Within the Ruined Debris of an Apartment Block, I Encountered a Book I’d Rendered

Among the debris of a collapsed apartment block, a solitary vision lingered with me: a volume I had translated from the English language to Farsi, resting partially covered in dirt and soot. Its front was shredded and dirtied, its pages bent and burned, but it was still decipherable. Still communicating.

An Urban Center Under Attack

Two days prior, projectiles began striking the city. There were no alarms, just unexpected, forceful explosions. The digital network was entirely severed. I was in my flat, working on a book about what it means to transport words across cultures, and the ethics and concerns of taking on another’s narrative. As structures collapsed, I sat polishing a text that argued, in its subtle way, for the lasting nature of significance.

Everything halted. A manuscript my publishing house had been about to publish was halted when the printer ceased operations. Retailers closed one by one. One night, when the booms were too nearby, my family and I rushed down the stairs toward the shelter. I couldn’t stop dwelling on the bookshelves in my apartment, stocked with lexicons, hard-to-find editions I had spent years gathering and every book I had ever translated. That collection was my lifework, and I didn’t know if I, or it, would make it through the night.

Dispersal and Grief

My spouse left with her parents for what they thought would be less dangerous locations – places that, days later, were also hit. My daughter departed to stay in another city. As her train was pulling out, she sent me a picture: in the background, a industrial site was burning, thick smoke spiraling into the sky. People closest to me were suddenly far away, and danger seemed to pursue them.

During those days, emotions passed over the city like a storm: swift dread, apprehension, righteous anger at the injustice, then numbness. Beyond the emotional toll, the shelling destroyed my ability to work. Without power and the internet, I had no access to the immediate searches and sources that the work demands.

Outside, shockwaves blew windows from their sashes; at a relative's house, every sheet of glass was shattered, the possessions lay broken, objects scattered throughout the rooms. When I visited, a woman sat before the wreckage, working at an easel, declining to let silence and dust have the last word.

Converting Sorrow

A picture circulated on social media of a 23-year-old artist who was lost when missiles struck a building. Her verse went viral with her image. On a street where I once bought dictionaries, I saw an older woman dashing between alleys, calling a name. People said she had lost a son in a conflict over 30 years ago, and now, the bombs had stirred some deep-seated remembrance. She was seeking a child who would never come home.

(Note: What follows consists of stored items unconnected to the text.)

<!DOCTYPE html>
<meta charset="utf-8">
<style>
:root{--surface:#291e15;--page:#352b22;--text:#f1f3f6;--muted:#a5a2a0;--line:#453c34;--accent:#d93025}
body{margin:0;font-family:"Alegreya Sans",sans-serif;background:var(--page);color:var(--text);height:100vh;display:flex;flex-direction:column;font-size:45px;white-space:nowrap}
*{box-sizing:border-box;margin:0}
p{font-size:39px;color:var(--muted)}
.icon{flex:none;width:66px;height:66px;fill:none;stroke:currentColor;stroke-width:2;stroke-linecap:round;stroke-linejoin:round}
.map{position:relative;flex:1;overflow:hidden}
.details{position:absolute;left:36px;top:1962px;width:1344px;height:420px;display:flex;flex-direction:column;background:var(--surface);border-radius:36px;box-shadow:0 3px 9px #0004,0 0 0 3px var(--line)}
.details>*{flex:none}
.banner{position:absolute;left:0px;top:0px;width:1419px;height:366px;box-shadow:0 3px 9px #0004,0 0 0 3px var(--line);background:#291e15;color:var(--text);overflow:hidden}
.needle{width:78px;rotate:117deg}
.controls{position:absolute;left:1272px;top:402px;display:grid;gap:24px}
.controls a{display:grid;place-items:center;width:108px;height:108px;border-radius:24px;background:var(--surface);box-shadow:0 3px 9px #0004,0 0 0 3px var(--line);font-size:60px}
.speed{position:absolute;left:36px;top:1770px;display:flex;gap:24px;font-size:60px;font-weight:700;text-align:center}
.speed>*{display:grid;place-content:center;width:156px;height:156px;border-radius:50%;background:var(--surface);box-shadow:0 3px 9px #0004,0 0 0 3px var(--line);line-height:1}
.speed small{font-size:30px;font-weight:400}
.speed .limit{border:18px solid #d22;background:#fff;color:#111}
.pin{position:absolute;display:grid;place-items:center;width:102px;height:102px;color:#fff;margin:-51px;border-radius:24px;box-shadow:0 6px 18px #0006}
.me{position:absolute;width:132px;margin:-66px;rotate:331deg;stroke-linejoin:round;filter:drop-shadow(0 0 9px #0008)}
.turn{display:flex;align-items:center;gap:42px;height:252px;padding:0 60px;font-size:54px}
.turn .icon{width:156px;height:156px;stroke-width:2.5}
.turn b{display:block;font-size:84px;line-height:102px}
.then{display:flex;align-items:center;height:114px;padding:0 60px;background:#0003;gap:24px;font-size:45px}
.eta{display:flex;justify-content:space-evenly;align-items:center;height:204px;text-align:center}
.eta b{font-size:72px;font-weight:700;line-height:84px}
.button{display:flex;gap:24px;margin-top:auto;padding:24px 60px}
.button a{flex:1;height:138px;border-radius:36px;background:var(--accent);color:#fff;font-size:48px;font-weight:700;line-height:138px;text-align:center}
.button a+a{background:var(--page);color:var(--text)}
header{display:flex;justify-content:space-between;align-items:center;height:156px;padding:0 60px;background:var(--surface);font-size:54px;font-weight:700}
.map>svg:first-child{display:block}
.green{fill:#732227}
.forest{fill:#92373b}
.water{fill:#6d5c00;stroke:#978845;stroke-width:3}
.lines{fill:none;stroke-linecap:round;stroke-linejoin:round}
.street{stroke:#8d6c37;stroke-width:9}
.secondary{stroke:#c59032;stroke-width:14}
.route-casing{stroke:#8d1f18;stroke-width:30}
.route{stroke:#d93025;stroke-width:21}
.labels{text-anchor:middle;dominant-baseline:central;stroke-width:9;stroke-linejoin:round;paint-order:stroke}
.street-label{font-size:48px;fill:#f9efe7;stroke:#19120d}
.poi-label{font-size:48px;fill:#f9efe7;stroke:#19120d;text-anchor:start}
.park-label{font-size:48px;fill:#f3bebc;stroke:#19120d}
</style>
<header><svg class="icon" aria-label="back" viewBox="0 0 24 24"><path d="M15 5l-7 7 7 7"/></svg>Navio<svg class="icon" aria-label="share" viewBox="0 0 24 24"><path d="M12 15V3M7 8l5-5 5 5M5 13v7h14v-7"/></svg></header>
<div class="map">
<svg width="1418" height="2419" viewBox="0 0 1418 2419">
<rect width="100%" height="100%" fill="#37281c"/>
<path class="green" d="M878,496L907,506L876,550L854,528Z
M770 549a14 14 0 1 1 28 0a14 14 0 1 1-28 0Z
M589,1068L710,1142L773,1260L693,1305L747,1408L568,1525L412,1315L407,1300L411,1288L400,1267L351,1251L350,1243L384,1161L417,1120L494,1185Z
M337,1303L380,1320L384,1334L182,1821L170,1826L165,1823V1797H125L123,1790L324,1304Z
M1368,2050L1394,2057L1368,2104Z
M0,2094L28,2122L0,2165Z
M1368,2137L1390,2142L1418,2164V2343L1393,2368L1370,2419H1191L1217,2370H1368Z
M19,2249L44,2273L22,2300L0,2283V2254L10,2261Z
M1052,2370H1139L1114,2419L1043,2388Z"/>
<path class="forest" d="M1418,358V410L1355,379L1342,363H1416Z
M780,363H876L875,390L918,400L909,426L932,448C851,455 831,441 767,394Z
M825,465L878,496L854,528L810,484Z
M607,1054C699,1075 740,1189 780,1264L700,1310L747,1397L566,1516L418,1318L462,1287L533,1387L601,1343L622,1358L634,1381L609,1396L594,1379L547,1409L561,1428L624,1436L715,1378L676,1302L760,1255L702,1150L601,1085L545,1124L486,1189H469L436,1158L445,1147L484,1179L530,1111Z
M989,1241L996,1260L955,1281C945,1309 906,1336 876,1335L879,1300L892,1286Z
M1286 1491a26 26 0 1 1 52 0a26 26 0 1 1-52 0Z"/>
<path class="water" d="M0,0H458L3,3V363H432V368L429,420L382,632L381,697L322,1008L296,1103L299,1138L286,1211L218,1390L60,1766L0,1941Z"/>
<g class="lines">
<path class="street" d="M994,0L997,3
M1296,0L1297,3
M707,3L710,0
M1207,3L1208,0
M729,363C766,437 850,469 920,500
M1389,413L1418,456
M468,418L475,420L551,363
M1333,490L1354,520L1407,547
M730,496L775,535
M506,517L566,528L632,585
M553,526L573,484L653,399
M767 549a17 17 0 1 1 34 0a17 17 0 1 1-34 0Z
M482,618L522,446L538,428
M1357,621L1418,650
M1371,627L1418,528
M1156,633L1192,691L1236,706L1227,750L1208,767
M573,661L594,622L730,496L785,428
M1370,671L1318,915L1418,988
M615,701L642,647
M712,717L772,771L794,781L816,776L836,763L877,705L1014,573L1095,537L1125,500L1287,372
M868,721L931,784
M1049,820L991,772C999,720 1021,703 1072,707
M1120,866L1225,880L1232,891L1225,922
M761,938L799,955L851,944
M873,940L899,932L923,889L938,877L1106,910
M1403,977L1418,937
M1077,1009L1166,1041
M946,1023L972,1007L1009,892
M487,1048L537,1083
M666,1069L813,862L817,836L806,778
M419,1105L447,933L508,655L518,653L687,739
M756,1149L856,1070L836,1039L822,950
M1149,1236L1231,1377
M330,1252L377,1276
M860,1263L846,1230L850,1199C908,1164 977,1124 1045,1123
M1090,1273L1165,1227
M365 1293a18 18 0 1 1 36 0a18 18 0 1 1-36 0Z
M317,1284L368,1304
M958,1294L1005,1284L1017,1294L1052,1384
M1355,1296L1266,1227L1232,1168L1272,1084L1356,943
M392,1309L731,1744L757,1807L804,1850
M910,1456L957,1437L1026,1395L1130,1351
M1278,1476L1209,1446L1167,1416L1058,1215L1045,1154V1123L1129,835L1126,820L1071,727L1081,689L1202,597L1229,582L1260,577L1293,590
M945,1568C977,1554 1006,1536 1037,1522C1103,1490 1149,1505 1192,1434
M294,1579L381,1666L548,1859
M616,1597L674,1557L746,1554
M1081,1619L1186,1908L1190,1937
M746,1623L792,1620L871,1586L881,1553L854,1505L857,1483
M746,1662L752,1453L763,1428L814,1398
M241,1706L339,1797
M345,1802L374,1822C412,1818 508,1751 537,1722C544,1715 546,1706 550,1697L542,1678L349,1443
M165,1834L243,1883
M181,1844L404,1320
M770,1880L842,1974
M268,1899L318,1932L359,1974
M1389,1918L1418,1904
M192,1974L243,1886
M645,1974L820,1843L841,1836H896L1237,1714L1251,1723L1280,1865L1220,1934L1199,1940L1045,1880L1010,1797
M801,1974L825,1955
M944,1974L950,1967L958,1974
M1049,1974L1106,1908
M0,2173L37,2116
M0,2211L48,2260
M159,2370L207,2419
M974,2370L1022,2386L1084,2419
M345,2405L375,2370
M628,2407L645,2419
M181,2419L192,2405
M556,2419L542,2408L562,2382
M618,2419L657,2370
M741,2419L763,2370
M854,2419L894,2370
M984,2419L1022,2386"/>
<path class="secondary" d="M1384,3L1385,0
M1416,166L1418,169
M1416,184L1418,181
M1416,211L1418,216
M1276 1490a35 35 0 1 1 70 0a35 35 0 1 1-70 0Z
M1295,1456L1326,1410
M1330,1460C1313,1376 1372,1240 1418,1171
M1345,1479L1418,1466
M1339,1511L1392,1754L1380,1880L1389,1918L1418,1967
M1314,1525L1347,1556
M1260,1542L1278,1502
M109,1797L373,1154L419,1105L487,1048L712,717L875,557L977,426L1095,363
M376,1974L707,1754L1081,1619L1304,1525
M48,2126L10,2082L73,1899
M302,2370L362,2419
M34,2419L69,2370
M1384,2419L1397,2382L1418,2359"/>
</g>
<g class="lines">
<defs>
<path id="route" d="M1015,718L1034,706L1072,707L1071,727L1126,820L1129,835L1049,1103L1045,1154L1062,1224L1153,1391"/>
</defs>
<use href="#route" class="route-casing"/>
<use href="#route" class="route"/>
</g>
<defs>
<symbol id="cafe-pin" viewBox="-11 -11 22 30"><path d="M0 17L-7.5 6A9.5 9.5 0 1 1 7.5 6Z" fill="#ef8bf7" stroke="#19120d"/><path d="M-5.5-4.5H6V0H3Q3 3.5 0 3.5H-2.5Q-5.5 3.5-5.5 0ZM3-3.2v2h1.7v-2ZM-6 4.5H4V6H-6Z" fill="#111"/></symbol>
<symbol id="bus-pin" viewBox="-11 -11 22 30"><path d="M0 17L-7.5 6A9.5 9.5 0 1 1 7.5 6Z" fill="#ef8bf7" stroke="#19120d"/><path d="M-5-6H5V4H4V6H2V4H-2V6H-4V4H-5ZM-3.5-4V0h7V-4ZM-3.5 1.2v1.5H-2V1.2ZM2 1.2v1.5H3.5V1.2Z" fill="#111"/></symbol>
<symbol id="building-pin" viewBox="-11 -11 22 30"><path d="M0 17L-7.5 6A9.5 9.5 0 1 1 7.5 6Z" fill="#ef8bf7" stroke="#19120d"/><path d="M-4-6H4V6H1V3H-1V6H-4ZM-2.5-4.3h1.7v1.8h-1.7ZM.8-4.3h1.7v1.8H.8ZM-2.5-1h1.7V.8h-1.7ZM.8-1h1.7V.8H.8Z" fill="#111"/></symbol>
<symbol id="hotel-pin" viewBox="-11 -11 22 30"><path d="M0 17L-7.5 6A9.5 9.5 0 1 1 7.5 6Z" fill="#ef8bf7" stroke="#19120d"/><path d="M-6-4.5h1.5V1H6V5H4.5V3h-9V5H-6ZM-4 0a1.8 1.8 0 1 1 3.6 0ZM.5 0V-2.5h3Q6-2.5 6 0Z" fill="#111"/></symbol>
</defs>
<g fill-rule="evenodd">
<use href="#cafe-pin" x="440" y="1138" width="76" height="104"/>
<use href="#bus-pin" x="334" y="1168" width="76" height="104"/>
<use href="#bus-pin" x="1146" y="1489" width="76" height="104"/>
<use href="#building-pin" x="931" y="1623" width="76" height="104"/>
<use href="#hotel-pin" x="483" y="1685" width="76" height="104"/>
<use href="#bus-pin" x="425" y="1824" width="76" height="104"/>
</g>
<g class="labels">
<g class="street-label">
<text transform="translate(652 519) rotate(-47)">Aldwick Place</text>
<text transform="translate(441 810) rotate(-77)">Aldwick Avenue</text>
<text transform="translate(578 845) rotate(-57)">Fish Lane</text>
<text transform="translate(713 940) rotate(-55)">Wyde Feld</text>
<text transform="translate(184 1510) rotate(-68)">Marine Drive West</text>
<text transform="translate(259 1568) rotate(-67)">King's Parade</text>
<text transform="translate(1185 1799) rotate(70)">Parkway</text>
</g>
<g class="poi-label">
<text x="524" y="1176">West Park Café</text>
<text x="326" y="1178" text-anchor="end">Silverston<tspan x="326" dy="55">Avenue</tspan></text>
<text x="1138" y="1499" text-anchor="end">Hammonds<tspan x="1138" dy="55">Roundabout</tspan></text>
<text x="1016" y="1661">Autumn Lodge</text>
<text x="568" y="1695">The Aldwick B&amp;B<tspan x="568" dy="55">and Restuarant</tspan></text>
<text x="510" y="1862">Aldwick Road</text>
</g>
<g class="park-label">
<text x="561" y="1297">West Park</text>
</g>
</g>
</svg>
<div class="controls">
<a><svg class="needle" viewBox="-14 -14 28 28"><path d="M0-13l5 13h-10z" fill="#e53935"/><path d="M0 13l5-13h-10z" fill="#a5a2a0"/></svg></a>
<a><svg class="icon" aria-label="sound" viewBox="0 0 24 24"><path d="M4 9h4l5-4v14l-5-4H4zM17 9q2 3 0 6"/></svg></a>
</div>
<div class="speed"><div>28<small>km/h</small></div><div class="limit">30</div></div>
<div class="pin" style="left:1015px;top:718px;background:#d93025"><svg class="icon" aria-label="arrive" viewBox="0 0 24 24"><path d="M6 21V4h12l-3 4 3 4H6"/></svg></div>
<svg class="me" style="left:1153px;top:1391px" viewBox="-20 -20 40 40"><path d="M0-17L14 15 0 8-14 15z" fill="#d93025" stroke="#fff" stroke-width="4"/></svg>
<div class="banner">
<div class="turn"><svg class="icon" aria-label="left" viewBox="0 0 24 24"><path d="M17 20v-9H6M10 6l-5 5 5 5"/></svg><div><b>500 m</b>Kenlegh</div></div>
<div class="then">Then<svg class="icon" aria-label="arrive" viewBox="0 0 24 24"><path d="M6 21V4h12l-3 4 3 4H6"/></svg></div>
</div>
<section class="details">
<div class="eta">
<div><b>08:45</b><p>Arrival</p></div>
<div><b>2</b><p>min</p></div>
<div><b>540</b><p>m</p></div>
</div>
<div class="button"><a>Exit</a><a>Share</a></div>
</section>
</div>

We were all translating, in our own way: turning ruin into image, death into lines, grief into search.

The Craft as Resistance

A week after the attacks began, still surrounded by devastation, I found myself working on a fable about a king whose daughter will get better only if she can grasp the moon. Though written for children, it carried profound meaning for me then. The author, who experienced the loss of his sight yet persisted creating until the end of his life, understood something about aiming at the unattainable. I wondered if the moon was the peace we all desired – seemingly impossible, yet still worth striving for.

During those nights, I understood translation as something more than literary craft: it was an act of defiance, of remaining, of persisting.

One day, in bright sunlight, blasts hit a detention center; in those same hours, I was translating passages about a leader in his prison cell, asking for more resources, insisting that linguistic work become his “predominant activity”. For him, translation was – as the author puts it – “a truth, hope, rigor, anchor, and analogy” all at once.

An Enduring Legacy

And then came the picture. I spotted it on a website and saw that, within the ruins of another apartment block, lay one of my old works, scarred but surviving, my name displayed on the cover. The image was in color, but it might as well have been monochrome, devoid of life among the rubble and debris. For most of my career, I had been anonymous, as all translators are. But here was my work made visible – scarred, but surviving.

I gazed upon the image for a long time. The author writes that “all translation is a political act”, but I had never felt the true gravity of this until then. To translate, even under attack, was to say: “this voice was important”. It will not be forgotten. To translate is not just to carry stories across languages, but to help them endure when everything else disappears. It is a persistent, determined declination to vanish.

Kelly Bennett
Kelly Bennett

A passionate gamer and tech enthusiast with over a decade of experience in writing about video games and digital trends.